Festivals For August 2008

Here is a list of festivals scheduled for August 2008, which can help you to make travel plans for the month.

1. Teej. This is one of the major festivals celebrated all over Rajasthan, and falls during 4th to 5th August. According to Rajasthan Tourism - "Teej is one of the most widely celebrated festivals of Rajasthan. Swings, traditional songs and dancing are the unique features of Teej celebrations in Rajasthan. Women perform traditional folk dance dressed in green colored clothes and sing beautiful Teej songs while enjoying their sway on swings bedecked with flowers." Read more.
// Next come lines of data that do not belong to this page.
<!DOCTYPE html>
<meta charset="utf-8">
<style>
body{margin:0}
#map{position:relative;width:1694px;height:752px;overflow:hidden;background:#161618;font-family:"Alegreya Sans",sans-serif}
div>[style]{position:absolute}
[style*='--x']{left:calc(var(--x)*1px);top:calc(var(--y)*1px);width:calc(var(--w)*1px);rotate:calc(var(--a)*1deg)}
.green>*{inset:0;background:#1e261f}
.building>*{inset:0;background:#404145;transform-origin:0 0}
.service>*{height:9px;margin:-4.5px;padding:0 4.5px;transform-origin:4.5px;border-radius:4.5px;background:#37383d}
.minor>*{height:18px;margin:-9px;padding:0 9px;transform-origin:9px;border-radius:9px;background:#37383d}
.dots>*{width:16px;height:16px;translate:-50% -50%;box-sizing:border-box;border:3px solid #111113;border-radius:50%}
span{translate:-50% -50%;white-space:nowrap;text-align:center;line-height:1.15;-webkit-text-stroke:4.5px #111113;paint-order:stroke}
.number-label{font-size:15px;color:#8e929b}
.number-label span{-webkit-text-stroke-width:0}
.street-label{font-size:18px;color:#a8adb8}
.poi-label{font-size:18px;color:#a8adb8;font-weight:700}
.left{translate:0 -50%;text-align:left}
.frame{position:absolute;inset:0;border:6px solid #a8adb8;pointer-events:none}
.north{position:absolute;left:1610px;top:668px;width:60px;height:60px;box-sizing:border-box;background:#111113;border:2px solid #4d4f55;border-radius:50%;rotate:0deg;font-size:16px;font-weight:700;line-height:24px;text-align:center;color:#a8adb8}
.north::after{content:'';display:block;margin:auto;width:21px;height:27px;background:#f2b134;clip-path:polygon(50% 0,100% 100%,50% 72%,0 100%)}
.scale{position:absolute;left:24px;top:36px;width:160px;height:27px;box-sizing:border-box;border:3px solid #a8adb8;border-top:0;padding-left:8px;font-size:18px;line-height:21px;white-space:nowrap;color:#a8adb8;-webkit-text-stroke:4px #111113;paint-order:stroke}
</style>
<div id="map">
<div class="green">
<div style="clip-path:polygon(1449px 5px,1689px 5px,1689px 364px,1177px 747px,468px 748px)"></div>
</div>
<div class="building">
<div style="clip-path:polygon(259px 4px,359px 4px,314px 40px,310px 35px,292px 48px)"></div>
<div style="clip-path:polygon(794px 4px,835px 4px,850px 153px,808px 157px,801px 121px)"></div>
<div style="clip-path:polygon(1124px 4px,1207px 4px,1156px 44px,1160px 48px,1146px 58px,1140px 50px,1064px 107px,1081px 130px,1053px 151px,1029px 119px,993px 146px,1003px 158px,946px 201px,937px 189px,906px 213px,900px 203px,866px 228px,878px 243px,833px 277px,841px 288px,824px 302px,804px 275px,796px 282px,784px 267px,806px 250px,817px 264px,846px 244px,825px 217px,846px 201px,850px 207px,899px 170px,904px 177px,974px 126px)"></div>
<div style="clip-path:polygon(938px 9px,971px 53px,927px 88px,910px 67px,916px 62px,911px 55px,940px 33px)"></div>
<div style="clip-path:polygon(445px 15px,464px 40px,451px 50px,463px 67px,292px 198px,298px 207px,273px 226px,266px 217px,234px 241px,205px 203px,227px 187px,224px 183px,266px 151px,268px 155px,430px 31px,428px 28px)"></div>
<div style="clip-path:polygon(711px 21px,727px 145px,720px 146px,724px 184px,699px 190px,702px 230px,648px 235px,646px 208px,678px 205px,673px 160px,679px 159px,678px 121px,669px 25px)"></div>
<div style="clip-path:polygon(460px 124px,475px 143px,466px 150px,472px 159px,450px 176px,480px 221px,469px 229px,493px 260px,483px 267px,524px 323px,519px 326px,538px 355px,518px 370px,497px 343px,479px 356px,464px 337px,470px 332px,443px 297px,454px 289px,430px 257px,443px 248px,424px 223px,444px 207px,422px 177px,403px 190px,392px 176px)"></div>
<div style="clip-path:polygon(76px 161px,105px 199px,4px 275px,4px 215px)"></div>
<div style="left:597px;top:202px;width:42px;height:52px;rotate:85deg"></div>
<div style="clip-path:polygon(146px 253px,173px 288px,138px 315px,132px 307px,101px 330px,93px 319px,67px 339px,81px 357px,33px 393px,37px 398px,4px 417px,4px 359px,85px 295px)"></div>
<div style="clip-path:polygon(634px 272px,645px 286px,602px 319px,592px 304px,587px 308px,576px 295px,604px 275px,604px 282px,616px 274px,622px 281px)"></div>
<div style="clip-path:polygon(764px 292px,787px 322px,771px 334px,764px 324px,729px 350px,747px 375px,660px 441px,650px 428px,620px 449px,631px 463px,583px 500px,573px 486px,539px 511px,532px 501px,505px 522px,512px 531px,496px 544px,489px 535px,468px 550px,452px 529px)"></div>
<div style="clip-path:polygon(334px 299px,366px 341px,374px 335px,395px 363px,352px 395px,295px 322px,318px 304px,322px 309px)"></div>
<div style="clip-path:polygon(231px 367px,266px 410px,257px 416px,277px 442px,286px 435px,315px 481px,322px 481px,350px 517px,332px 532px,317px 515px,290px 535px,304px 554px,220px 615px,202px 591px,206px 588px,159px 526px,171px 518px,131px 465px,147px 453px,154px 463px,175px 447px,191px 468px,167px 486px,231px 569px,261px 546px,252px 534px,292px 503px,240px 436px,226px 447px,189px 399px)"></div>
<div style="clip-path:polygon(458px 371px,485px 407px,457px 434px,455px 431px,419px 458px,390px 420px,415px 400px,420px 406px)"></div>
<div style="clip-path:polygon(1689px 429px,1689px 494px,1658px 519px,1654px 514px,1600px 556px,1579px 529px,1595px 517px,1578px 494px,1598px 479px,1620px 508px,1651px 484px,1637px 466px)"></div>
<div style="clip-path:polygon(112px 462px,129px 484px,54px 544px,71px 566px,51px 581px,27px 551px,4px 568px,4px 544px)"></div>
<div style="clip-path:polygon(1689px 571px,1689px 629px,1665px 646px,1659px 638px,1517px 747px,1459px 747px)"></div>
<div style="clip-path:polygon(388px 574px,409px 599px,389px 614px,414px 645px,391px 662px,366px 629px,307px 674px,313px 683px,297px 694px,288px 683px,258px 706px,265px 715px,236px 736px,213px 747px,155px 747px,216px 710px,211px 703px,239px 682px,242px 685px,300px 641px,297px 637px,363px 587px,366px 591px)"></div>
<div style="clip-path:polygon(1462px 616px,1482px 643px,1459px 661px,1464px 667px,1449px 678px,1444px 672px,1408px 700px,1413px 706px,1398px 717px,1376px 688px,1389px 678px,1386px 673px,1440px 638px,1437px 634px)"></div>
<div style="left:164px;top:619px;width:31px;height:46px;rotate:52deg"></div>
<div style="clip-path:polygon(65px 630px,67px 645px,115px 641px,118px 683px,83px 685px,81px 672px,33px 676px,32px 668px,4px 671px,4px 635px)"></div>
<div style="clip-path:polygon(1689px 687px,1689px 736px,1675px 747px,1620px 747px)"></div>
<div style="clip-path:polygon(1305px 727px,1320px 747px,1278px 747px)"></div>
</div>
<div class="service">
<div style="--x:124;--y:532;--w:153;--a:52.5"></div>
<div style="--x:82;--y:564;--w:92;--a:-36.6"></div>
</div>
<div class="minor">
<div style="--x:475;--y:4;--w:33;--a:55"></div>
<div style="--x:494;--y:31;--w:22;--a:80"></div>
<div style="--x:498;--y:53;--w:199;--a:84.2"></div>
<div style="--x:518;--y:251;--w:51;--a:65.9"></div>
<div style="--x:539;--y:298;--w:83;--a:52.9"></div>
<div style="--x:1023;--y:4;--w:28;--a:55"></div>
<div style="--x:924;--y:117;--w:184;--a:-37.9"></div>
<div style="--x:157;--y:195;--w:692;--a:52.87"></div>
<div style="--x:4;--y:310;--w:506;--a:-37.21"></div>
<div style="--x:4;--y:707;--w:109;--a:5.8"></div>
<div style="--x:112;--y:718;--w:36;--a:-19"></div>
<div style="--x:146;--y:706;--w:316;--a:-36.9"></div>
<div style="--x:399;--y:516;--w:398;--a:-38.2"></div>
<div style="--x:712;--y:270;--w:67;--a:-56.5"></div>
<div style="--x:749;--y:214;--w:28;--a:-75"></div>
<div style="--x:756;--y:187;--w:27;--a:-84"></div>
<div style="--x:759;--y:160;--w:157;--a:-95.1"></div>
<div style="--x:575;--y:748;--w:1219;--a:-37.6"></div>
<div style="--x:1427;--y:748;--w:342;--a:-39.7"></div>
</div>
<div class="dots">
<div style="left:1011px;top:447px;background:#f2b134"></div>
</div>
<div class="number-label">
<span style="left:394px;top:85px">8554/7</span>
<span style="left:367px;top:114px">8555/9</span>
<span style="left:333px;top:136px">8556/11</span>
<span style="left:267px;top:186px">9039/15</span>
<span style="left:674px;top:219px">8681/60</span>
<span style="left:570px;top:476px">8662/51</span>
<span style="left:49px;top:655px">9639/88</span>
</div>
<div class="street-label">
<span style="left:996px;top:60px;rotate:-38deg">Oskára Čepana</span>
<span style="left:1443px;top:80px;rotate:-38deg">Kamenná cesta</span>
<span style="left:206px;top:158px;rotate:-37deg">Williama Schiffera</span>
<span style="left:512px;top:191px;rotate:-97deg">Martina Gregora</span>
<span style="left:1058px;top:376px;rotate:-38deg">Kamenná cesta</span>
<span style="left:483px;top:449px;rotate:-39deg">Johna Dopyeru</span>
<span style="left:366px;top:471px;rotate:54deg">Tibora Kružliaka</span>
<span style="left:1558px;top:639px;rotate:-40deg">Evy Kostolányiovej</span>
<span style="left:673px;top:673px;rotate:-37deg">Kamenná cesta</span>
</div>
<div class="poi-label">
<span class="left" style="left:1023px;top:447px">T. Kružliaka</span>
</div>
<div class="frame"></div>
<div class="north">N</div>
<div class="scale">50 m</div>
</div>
2. Nehru Trophy Boat Race. This is the snake boat race - one of the most famous annual events of Kerala, held on second Saturday of August every year in Alappuzha. Their official website says - "The Nehru Trophy Boat Race on the Punnamda Lake, near Alappuzha, held on the second Saturday of August every year, is the most competitive and popular of the boat races... The major attraction of the boat race is the competition of snake boats chundanvallams or snake boats" Find out more.

3. Independence Day. Celebrated countrywide, Independence Day needs no introductions, and celebrations in Delhi are well known. You can see some videos of last years celebrations here

4. Janmashtami. This year's Krishna Janmashtami is on 24th August. The places to look out for celebrations - Mumbai, where groups of young men participate in pot breaking competitions, and in Mathura and Vrindavan.